▶ **EXTRACTED MATERIAL**:
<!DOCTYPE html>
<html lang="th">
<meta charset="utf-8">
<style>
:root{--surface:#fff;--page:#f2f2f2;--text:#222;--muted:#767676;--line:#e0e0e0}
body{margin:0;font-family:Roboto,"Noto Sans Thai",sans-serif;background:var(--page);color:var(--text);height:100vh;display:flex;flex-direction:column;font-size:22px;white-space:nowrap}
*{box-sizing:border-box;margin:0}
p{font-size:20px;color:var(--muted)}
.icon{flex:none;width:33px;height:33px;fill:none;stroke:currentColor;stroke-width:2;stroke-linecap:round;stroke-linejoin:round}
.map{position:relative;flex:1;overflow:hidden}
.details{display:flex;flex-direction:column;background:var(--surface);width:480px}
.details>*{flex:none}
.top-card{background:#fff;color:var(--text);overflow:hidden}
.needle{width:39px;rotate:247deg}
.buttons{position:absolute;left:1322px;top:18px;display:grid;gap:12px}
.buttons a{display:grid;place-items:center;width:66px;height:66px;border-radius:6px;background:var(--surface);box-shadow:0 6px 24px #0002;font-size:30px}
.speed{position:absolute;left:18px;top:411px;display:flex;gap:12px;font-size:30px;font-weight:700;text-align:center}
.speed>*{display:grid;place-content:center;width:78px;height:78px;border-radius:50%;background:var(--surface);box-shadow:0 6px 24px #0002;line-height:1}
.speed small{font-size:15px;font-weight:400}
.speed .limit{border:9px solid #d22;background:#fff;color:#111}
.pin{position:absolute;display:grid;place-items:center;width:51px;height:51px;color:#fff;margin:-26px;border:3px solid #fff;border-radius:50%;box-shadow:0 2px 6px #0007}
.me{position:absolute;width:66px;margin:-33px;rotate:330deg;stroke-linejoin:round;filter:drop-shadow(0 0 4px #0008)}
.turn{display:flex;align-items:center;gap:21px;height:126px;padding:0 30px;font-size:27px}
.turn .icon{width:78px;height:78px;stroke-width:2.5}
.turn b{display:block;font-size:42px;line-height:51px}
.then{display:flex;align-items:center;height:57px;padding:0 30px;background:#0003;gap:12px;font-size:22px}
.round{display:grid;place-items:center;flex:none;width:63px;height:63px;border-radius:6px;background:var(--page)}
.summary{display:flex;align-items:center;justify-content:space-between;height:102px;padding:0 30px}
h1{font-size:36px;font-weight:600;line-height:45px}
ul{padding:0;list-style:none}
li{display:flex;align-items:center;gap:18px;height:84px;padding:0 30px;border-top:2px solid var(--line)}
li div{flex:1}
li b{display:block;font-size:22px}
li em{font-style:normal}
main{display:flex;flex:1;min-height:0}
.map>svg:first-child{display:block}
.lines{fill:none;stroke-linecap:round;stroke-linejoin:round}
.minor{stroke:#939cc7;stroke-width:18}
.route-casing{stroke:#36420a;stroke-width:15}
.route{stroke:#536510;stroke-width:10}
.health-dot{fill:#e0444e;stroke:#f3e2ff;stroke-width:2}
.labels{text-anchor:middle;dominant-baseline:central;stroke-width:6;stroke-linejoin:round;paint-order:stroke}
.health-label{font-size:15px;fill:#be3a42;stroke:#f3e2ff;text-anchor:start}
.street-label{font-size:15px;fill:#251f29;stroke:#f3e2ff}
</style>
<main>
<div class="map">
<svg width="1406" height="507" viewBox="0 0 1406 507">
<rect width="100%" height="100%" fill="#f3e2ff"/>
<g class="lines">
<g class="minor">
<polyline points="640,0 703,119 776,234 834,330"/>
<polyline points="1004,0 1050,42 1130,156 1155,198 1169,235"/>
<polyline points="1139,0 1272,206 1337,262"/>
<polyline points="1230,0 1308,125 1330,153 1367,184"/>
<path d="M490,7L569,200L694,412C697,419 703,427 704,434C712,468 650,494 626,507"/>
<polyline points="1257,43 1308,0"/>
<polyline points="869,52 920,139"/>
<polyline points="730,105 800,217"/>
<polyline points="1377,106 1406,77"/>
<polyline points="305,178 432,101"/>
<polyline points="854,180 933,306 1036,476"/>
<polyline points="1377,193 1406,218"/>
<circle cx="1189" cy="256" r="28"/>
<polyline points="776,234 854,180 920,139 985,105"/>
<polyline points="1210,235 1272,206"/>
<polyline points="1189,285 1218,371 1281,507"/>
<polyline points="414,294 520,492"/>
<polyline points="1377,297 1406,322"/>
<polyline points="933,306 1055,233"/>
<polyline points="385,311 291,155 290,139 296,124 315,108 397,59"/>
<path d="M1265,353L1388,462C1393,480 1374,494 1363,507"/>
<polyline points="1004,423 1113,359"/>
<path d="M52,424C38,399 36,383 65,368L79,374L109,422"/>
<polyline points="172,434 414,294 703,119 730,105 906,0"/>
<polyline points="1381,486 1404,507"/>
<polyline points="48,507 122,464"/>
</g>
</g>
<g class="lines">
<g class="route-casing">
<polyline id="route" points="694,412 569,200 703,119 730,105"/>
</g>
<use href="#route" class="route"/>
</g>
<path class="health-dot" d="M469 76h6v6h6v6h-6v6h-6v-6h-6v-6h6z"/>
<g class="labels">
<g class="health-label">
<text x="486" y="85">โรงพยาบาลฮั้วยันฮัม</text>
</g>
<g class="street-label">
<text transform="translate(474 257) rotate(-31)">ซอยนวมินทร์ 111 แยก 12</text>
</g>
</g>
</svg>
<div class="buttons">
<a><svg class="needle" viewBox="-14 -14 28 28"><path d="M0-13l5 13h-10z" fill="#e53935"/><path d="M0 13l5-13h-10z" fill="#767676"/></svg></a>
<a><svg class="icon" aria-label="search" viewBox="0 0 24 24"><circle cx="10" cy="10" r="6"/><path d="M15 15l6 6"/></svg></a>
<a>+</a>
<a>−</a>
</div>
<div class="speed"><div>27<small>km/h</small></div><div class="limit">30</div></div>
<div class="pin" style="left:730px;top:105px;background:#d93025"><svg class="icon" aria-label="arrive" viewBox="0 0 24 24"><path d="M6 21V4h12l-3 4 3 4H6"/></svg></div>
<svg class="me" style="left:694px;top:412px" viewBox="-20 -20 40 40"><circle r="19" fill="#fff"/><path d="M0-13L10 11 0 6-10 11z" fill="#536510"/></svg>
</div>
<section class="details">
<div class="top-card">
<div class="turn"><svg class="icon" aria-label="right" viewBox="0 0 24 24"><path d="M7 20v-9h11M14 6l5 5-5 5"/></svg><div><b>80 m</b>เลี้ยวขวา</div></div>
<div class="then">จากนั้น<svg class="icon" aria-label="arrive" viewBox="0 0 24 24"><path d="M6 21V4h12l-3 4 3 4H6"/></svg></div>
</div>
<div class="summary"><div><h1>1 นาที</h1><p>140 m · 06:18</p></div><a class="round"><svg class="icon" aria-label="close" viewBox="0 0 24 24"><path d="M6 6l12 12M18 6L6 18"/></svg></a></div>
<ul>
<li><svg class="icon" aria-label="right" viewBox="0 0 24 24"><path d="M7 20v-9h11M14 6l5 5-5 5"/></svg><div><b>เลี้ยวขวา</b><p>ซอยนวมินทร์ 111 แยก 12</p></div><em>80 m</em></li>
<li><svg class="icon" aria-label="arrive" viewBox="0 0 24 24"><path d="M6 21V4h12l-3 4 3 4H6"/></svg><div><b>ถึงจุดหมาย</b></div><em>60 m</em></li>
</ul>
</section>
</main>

▶ **INSTRUCTIONS TO FOLLOW**:
Pull every line with the word "weight" from the data.

▶ **TASK RESPONSE**:
.speed{position:absolute;left:18px;top:411px;display:flex;gap:12px;font-size:30px;font-weight:700;text-align:center}
.speed small{font-size:15px;font-weight:400}
h1{font-size:36px;font-weight:600;line-height:45px}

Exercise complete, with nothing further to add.